[[ INFORMATION SUPPLIED, beginning ]]

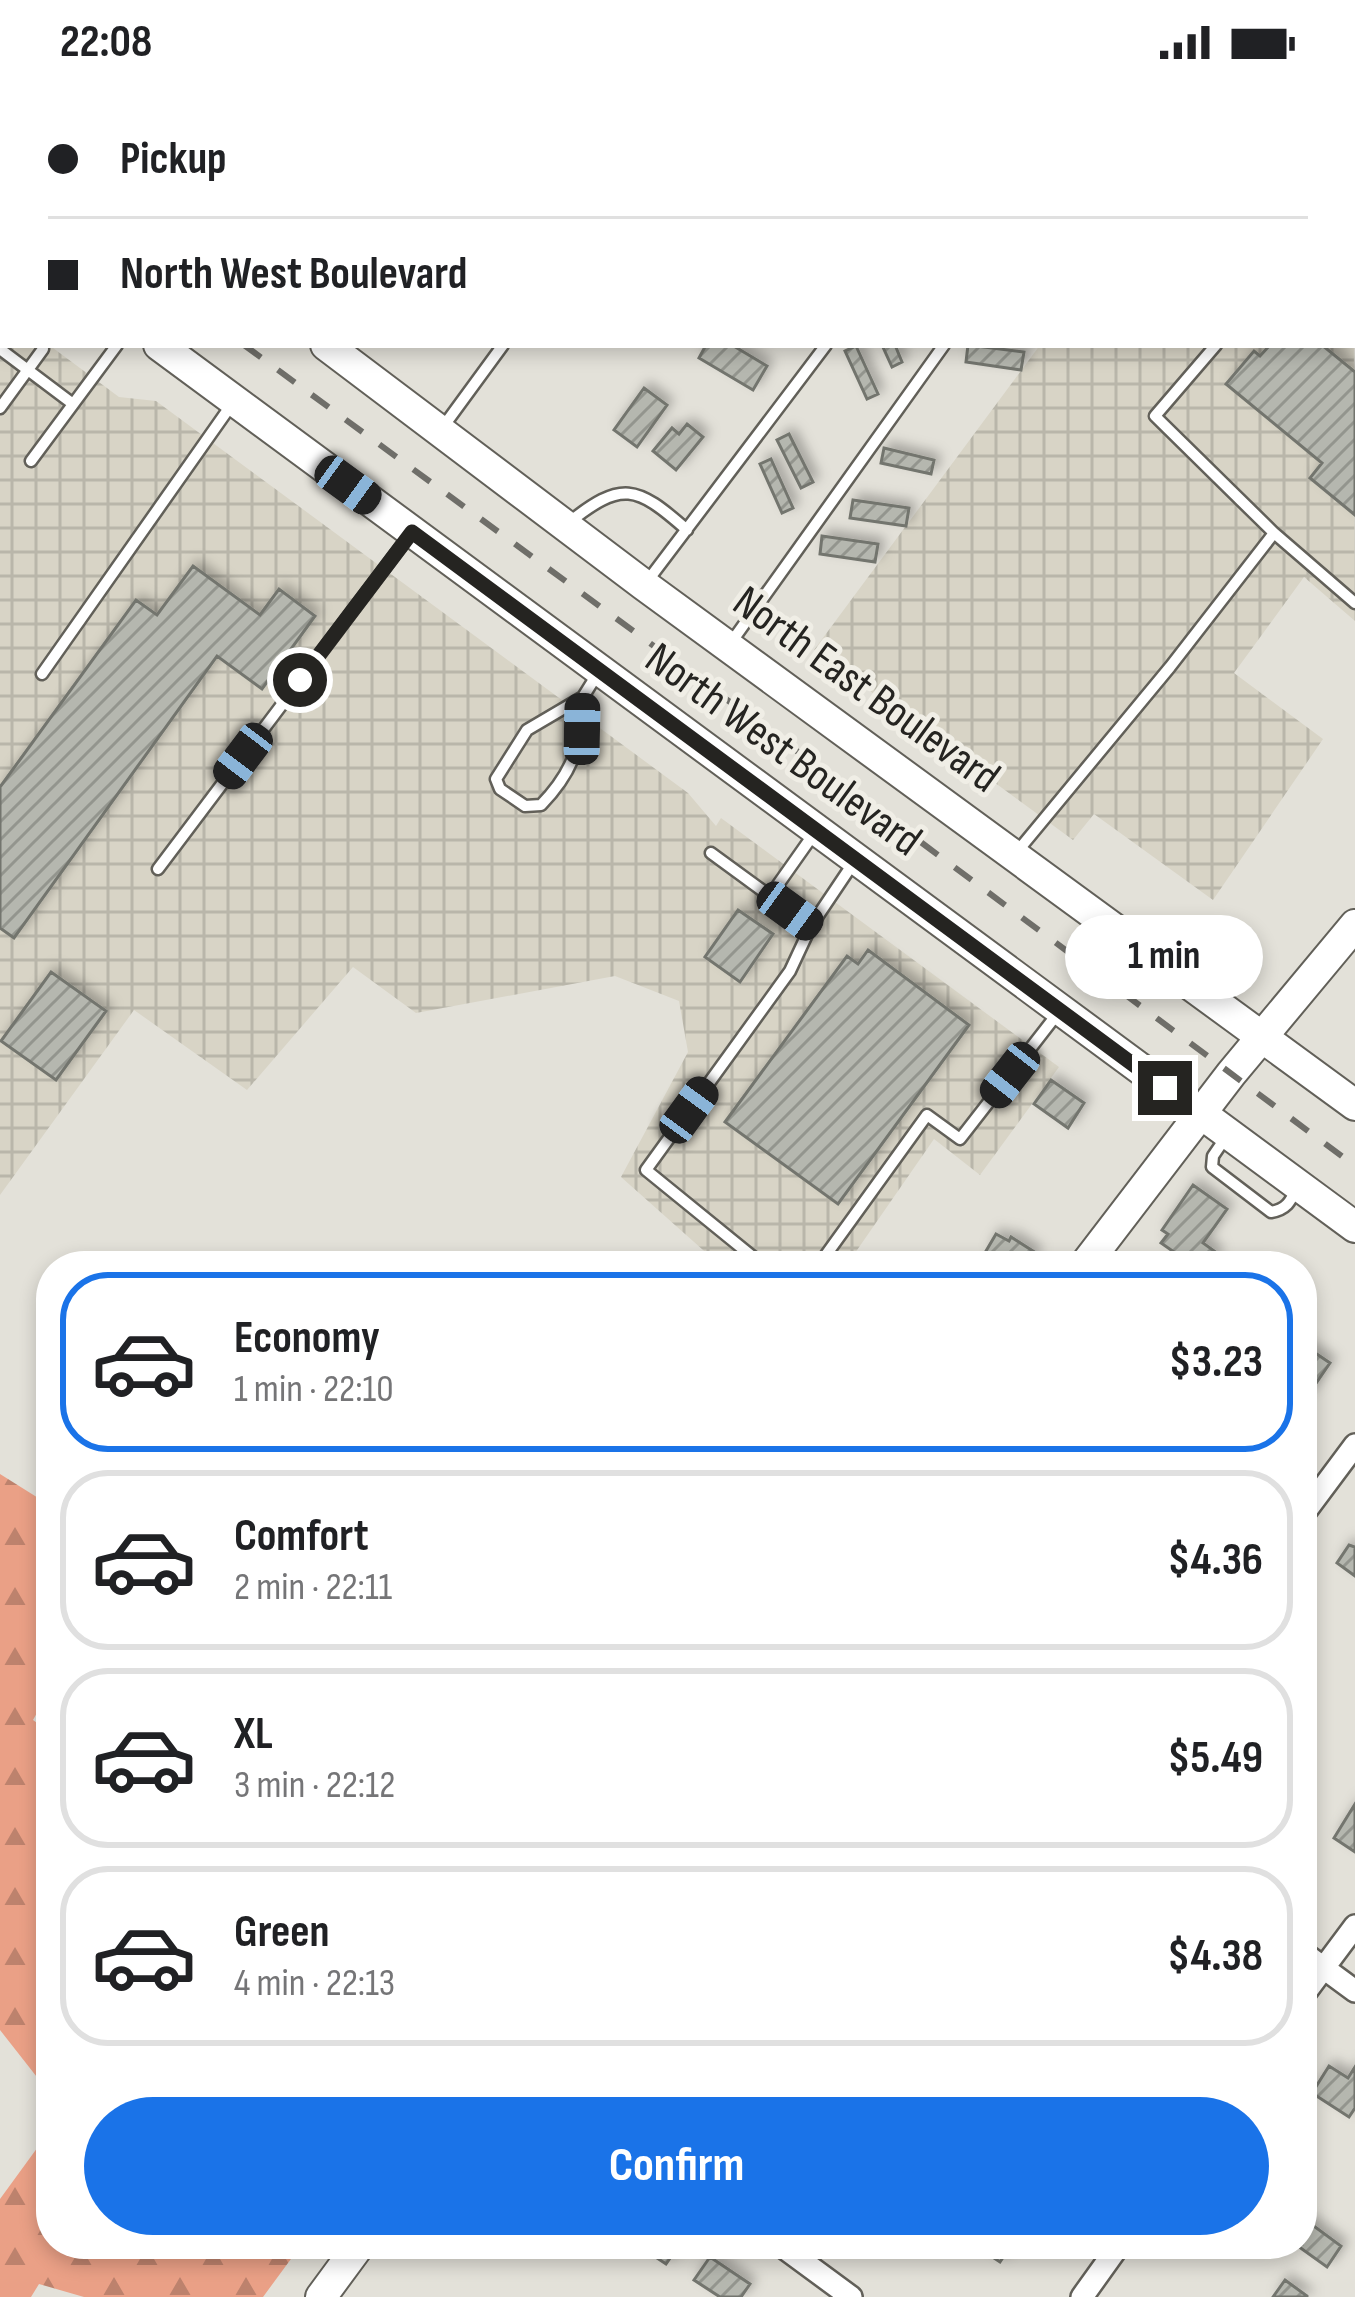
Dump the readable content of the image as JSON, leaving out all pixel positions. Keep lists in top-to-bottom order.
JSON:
{
  "streets": {
    "main road": ["North East Boulevard", "North West Boulevard"]
  },
  "page": {
    "status": "22:08",
    "banner": ["Pickup", "North West Boulevard"],
    "bubble": "1 min",
    "list": [
      {
        "name": "Economy",
        "note": "1 min · 22:10",
        "value": "$3.23"
      },
      {
        "name": "Comfort",
        "note": "2 min · 22:11",
        "value": "$4.36"
      },
      {
        "name": "XL",
        "note": "3 min · 22:12",
        "value": "$5.49"
      },
      {
        "name": "Green",
        "note": "4 min · 22:13",
        "value": "$4.38"
      }
    ],
    "buttons": "Confirm"
  }
}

[[ INFORMATION SUPPLIED, end ]]

EXERCISE PROMPT: What the records say must be written out exactly, with none of their pictures.

REPLY TO THE EXERCISE:
Dump the readable content of the image as JSON, leaving out all pixel positions. Keep lists in top-to-bottom order.
JSON:
{
  "streets": {
    "main road": ["North East Boulevard", "North West Boulevard"]
  },
  "page": {
    "status": "22:08",
    "banner": ["Pickup", "North West Boulevard"],
    "bubble": "1 min",
    "list": [
      {
        "name": "Economy",
        "note": "1 min · 22:10",
        "value": "$3.23"
      },
      {
        "name": "Comfort",
        "note": "2 min · 22:11",
        "value": "$4.36"
      },
      {
        "name": "XL",
        "note": "3 min · 22:12",
        "value": "$5.49"
      },
      {
        "name": "Green",
        "note": "4 min · 22:13",
        "value": "$4.38"
      }
    ],
    "buttons": "Confirm"
  }
}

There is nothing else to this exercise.